Hi. I have a question about test on Thumos 14 dataset. There's no problem training on the Thumos 14 dataset.But, test on Thumos 14 Dataset, it report an error CUDA out of memory. The code "test.py " has include the "with torch.no_grad():".Why CUDA`s memory still gradually increasing? The following is the log.
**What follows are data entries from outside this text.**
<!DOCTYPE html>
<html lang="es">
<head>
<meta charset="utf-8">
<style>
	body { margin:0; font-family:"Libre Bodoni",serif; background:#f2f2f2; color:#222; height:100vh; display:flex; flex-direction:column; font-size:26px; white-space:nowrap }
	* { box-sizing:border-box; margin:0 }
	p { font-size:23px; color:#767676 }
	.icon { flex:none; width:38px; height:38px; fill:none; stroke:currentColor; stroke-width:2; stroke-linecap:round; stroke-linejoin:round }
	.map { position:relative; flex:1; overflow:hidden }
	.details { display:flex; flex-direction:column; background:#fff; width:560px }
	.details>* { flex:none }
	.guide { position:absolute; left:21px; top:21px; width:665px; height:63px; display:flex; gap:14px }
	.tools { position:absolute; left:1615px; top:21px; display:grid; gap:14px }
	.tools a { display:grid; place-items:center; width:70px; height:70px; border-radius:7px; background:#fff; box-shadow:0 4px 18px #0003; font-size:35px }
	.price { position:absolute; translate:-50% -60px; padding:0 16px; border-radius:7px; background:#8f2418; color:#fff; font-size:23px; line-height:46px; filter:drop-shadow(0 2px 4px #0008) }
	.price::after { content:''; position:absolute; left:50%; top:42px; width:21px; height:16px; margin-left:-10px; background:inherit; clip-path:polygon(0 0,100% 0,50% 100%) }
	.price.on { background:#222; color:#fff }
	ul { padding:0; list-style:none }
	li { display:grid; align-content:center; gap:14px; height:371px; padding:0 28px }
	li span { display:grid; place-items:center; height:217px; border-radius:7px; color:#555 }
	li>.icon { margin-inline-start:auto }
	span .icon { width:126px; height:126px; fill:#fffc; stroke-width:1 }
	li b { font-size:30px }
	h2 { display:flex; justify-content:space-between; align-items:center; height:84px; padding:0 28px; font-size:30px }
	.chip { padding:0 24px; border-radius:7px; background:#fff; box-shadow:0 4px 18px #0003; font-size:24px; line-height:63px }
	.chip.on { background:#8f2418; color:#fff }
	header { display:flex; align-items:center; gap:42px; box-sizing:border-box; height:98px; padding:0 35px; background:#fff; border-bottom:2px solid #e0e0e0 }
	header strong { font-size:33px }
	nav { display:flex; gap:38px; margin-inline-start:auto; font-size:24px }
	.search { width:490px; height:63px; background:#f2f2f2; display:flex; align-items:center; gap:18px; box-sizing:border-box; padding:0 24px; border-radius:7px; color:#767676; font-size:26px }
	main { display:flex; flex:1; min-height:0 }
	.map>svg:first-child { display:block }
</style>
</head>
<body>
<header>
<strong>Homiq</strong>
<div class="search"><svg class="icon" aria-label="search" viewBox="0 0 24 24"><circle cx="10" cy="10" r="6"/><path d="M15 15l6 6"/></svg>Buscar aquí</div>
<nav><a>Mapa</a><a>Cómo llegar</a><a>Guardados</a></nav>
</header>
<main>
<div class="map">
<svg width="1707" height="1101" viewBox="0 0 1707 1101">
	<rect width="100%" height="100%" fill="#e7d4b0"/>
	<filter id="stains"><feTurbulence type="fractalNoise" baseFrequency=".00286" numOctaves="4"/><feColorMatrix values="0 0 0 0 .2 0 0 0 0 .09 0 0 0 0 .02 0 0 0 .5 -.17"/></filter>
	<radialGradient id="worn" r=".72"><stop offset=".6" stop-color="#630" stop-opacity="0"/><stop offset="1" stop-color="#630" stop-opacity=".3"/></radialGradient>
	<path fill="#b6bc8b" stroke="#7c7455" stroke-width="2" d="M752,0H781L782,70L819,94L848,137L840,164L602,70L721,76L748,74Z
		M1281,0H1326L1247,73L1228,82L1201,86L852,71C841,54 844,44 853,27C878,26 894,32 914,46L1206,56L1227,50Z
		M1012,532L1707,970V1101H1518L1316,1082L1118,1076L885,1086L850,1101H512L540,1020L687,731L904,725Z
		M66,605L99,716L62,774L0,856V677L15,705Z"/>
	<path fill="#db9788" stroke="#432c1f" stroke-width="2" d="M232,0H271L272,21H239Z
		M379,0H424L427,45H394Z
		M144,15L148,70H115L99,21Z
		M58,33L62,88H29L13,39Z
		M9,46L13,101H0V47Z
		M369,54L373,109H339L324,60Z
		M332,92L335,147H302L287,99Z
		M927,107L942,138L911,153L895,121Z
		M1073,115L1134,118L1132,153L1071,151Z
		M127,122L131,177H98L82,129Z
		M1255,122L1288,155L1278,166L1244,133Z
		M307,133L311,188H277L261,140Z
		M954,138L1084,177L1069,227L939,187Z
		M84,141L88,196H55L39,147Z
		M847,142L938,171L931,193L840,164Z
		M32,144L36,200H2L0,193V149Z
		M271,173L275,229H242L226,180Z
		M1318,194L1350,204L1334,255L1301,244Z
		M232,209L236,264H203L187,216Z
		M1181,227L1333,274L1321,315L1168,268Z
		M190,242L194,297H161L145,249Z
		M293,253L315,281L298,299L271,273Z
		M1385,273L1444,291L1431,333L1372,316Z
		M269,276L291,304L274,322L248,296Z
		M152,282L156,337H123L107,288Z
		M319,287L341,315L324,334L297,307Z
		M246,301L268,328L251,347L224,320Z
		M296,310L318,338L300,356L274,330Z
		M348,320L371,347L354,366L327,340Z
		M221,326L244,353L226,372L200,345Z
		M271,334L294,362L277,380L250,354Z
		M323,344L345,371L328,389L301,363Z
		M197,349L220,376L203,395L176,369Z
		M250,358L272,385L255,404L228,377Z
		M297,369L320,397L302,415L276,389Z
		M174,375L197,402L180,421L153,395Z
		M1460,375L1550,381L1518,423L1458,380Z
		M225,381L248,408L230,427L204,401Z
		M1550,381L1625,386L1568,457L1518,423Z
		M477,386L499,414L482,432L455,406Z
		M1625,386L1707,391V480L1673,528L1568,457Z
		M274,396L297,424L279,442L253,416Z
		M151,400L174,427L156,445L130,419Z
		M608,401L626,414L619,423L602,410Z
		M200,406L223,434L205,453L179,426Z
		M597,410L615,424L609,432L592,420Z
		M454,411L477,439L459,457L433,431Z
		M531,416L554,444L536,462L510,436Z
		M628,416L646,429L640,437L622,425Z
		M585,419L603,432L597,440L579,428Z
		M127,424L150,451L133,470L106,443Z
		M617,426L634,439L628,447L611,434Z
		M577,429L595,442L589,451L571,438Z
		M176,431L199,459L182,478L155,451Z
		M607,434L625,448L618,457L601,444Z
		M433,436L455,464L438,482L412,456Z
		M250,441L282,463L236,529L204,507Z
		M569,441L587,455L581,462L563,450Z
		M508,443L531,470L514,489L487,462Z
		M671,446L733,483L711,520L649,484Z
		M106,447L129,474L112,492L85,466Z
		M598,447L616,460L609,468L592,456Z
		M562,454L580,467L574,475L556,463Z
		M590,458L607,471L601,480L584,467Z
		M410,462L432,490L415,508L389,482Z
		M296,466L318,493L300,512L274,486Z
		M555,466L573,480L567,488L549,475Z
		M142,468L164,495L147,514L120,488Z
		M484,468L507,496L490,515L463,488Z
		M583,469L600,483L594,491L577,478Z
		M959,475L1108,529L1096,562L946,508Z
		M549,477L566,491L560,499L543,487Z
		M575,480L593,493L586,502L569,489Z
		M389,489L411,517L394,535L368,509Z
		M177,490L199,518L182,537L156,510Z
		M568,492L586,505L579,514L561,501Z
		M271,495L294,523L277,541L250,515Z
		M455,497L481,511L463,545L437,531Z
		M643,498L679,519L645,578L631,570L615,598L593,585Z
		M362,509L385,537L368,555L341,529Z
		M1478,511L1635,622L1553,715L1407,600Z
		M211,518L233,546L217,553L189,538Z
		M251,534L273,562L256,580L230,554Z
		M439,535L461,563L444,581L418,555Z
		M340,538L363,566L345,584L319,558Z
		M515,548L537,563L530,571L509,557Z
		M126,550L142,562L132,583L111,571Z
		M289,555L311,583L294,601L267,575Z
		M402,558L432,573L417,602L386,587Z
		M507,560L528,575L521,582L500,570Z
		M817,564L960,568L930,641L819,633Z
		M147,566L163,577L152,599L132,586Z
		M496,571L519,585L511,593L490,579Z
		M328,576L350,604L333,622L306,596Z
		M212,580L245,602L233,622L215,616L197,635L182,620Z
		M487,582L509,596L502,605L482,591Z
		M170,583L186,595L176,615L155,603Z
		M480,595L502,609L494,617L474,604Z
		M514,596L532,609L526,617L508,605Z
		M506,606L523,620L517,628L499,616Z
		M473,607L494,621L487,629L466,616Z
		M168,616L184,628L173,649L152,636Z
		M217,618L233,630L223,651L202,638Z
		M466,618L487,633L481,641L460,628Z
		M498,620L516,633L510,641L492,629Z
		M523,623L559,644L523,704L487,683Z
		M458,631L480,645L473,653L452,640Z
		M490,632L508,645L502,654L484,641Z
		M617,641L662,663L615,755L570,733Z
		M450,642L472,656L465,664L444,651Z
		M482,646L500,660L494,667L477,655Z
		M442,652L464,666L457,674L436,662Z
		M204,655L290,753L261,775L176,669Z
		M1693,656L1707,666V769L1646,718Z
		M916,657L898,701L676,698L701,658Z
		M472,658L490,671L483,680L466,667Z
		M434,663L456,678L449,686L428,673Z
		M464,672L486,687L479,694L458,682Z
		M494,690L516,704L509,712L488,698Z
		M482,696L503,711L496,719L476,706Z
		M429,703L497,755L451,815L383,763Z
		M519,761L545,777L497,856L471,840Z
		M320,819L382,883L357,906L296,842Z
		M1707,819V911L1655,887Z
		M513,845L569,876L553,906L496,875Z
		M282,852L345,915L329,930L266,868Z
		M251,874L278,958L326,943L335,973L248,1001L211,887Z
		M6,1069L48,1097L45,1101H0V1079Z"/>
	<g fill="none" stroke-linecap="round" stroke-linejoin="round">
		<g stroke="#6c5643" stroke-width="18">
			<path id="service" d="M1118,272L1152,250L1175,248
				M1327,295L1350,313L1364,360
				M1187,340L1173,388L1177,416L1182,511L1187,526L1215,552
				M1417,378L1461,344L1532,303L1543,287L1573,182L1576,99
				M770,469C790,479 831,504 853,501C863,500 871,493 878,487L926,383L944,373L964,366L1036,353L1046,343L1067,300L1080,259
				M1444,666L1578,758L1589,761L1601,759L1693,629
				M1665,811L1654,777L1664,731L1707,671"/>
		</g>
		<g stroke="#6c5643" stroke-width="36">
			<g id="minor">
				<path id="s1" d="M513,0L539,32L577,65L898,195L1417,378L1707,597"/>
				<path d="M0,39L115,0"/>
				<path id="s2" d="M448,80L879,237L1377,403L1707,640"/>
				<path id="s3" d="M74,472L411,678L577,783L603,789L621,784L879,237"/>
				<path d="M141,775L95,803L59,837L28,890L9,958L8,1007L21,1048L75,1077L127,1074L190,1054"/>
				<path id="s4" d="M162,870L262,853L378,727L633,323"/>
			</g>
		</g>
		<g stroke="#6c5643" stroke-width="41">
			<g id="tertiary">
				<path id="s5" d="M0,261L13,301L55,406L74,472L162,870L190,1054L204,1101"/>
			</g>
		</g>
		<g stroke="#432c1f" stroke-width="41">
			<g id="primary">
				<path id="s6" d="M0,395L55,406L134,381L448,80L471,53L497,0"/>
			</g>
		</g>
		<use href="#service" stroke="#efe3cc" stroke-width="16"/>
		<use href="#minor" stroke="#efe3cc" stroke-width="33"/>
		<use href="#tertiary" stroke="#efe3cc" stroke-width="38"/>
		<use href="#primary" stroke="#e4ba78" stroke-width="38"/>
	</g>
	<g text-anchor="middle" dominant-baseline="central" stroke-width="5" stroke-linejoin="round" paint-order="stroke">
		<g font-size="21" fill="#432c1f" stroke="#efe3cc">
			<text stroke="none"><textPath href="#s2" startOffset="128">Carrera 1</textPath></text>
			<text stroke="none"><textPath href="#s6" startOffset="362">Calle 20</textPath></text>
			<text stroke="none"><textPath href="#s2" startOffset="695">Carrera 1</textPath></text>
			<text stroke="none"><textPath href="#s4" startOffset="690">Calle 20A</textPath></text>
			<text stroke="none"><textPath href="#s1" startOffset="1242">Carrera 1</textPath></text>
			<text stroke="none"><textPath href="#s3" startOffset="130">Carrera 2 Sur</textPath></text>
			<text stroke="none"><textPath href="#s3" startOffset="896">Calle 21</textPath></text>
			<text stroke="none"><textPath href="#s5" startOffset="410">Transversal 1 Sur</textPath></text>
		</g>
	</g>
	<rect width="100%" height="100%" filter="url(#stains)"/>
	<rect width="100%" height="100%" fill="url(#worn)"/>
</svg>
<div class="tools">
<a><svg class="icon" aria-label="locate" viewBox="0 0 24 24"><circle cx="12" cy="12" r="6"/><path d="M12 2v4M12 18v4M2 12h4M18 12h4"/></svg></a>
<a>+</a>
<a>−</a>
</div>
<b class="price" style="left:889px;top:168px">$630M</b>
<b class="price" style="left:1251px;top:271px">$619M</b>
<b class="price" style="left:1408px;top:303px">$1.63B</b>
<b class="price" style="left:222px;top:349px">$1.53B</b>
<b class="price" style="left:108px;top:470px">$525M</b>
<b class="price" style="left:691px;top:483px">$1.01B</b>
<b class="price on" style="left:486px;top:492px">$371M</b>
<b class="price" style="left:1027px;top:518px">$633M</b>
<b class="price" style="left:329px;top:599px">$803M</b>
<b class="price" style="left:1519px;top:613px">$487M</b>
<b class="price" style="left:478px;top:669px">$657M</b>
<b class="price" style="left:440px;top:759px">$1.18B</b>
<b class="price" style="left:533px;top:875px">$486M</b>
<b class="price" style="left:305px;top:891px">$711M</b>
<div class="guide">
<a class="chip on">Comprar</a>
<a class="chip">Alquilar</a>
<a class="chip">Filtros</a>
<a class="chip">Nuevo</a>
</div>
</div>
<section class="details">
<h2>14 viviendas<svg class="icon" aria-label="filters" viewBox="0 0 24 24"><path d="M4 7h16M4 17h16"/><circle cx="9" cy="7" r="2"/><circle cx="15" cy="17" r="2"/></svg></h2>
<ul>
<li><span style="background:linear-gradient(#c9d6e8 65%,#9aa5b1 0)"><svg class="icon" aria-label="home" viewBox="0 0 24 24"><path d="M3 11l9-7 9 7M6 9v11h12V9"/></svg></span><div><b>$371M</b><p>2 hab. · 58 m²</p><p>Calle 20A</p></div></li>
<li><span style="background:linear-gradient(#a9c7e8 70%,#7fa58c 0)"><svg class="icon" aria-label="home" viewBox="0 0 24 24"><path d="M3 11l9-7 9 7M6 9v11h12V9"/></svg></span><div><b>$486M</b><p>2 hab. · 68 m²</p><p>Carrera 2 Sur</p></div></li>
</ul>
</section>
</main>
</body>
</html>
Thanks.
Evaluate checkpoint: workdir/tallformer/1.0.0-vswin_b_256x256-12GB/epoch_600_weights.pth
[>>>>>>>>>>>>>>>>>>>>>>>> ] 105/212, 0.0 task/s, elapsed: 2341s, ETA: 2386sTraceback (most recent call last):
File "tools/test.py", line 151, in
if name == "main":
File "tools/test.py", line 81, in main
if not os.path.isfile(args.out):
File "tools/test.py", line 58, in test
result = engine(data)[0]
File "/home/ubuntu/users/caoqiushi/anaconda3/envs/vedatad1/lib/python3.8/site-packages/torch/nn/modules/module.py", line 1102, in _call_impl
return forward_call(*input, **kwargs)
File "/home/ubuntu/users/caoqiushi/TALLFormer-main/vedacore/parallel/data_parallel.py", line 31, in forward
return self.module(*inputs[0], **kwargs[0])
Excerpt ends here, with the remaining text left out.